INPUT MATERIAL START

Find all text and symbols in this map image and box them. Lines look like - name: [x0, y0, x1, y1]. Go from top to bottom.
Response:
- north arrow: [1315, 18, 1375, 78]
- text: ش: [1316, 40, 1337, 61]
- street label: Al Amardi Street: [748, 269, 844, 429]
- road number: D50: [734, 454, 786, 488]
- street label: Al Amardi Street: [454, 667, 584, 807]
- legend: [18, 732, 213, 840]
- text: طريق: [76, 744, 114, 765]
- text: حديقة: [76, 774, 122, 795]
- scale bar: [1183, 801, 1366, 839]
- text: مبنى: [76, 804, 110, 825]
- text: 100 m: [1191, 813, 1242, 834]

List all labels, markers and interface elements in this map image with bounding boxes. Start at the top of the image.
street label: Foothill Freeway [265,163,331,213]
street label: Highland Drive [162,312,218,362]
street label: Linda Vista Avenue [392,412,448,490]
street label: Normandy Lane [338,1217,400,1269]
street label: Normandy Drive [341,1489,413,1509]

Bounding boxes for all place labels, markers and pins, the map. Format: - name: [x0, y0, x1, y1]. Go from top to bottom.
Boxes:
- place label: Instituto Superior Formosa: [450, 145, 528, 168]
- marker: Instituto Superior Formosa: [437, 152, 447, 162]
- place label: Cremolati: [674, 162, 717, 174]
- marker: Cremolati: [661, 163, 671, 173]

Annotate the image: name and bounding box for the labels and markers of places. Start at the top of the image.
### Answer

INPUT MATERIAL END

> **REQUIRED ACTION**: Copy the whole listing once more, exactly.

> **EXERCISE OUTPUT**:
Find all text and symbols in this map image and box them. Lines look like - name: [x0, y0, x1, y1]. Go from top to bottom.
Response:
- north arrow: [1315, 18, 1375, 78]
- text: ش: [1316, 40, 1337, 61]
- street label: Al Amardi Street: [748, 269, 844, 429]
- road number: D50: [734, 454, 786, 488]
- street label: Al Amardi Street: [454, 667, 584, 807]
- legend: [18, 732, 213, 840]
- text: طريق: [76, 744, 114, 765]
- text: حديقة: [76, 774, 122, 795]
- scale bar: [1183, 801, 1366, 839]
- text: مبنى: [76, 804, 110, 825]
- text: 100 m: [1191, 813, 1242, 834]

List all labels, markers and interface elements in this map image with bounding boxes. Start at the top of the image.
street label: Foothill Freeway [265,163,331,213]
street label: Highland Drive [162,312,218,362]
street label: Linda Vista Avenue [392,412,448,490]
street label: Normandy Lane [338,1217,400,1269]
street label: Normandy Drive [341,1489,413,1509]

Bounding boxes for all place labels, markers and pins, the map. Format: - name: [x0, y0, x1, y1]. Go from top to bottom.
Boxes:
- place label: Instituto Superior Formosa: [450, 145, 528, 168]
- marker: Instituto Superior Formosa: [437, 152, 447, 162]
- place label: Cremolati: [674, 162, 717, 174]
- marker: Cremolati: [661, 163, 671, 173]

Annotate the image: name and bounding box for the labels and markers of places. Start at the top of the image.
### Answer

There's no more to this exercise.